*** Task inputs
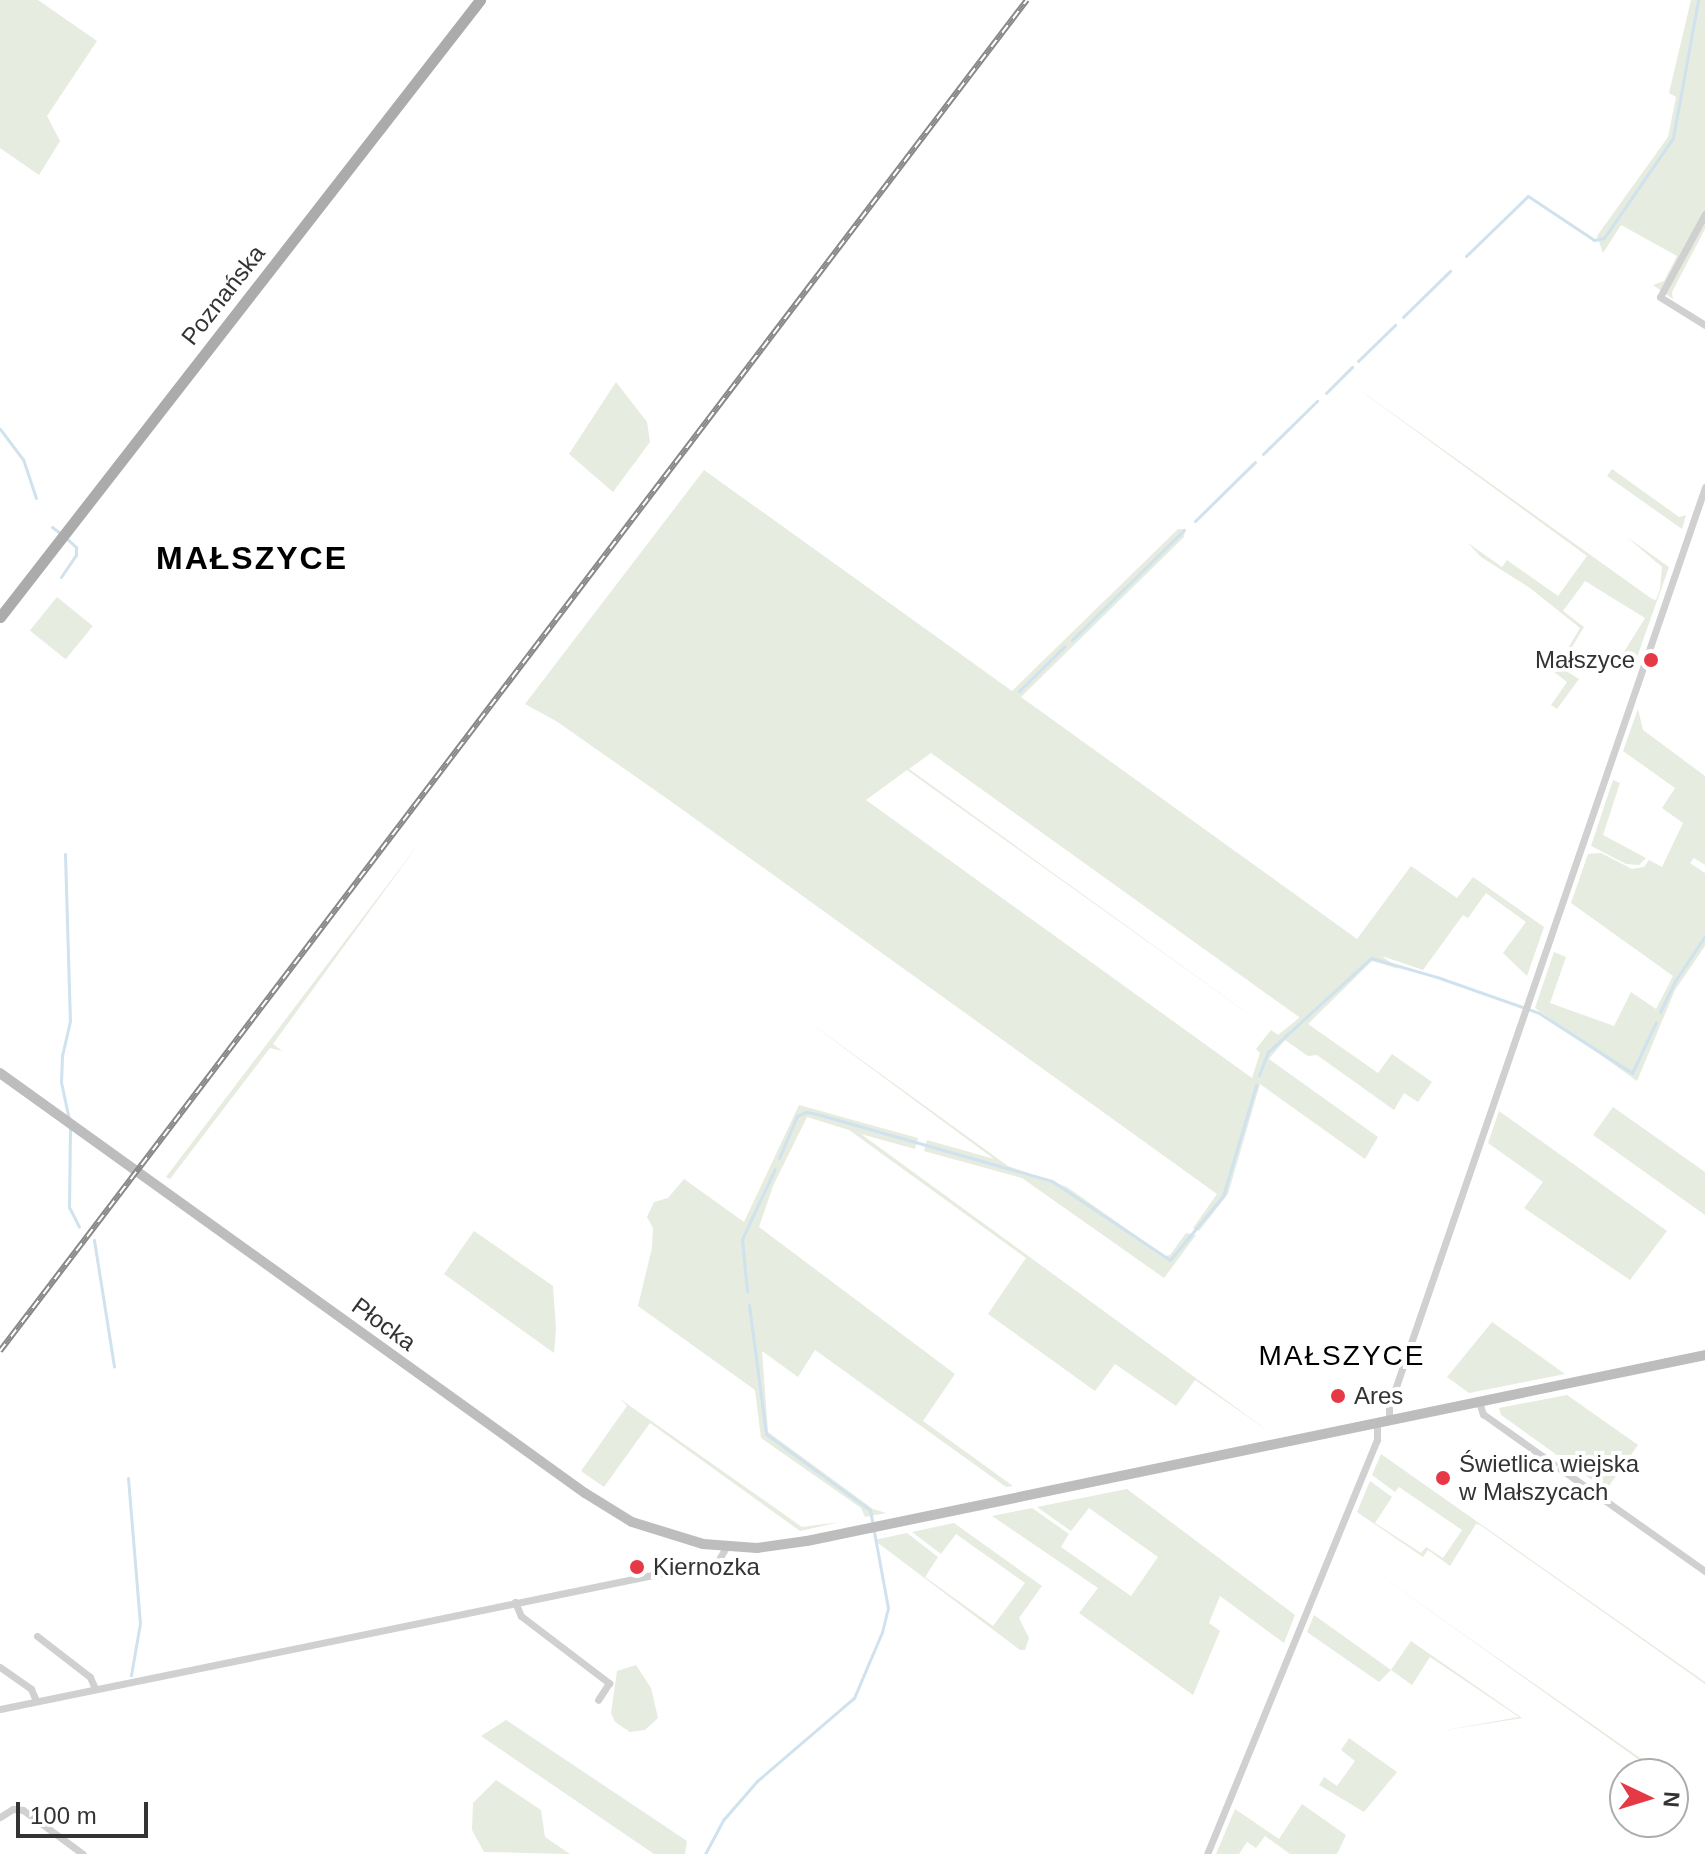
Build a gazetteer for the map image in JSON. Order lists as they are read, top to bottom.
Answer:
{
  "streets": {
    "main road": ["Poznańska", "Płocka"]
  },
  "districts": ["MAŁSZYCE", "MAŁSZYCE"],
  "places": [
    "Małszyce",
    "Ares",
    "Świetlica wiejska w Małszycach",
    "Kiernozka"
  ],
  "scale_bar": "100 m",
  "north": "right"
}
******
- **Exercise goal**
Repeat all of the listing above word for word, and exclude the pictures.

- **Answer to the exercise**
Build a gazetteer for the map image in JSON. Order lists as they are read, top to bottom.
Answer:
{
  "streets": {
    "main road": ["Poznańska", "Płocka"]
  },
  "districts": ["MAŁSZYCE", "MAŁSZYCE"],
  "places": [
    "Małszyce",
    "Ares",
    "Świetlica wiejska w Małszycach",
    "Kiernozka"
  ],
  "scale_bar": "100 m",
  "north": "right"
}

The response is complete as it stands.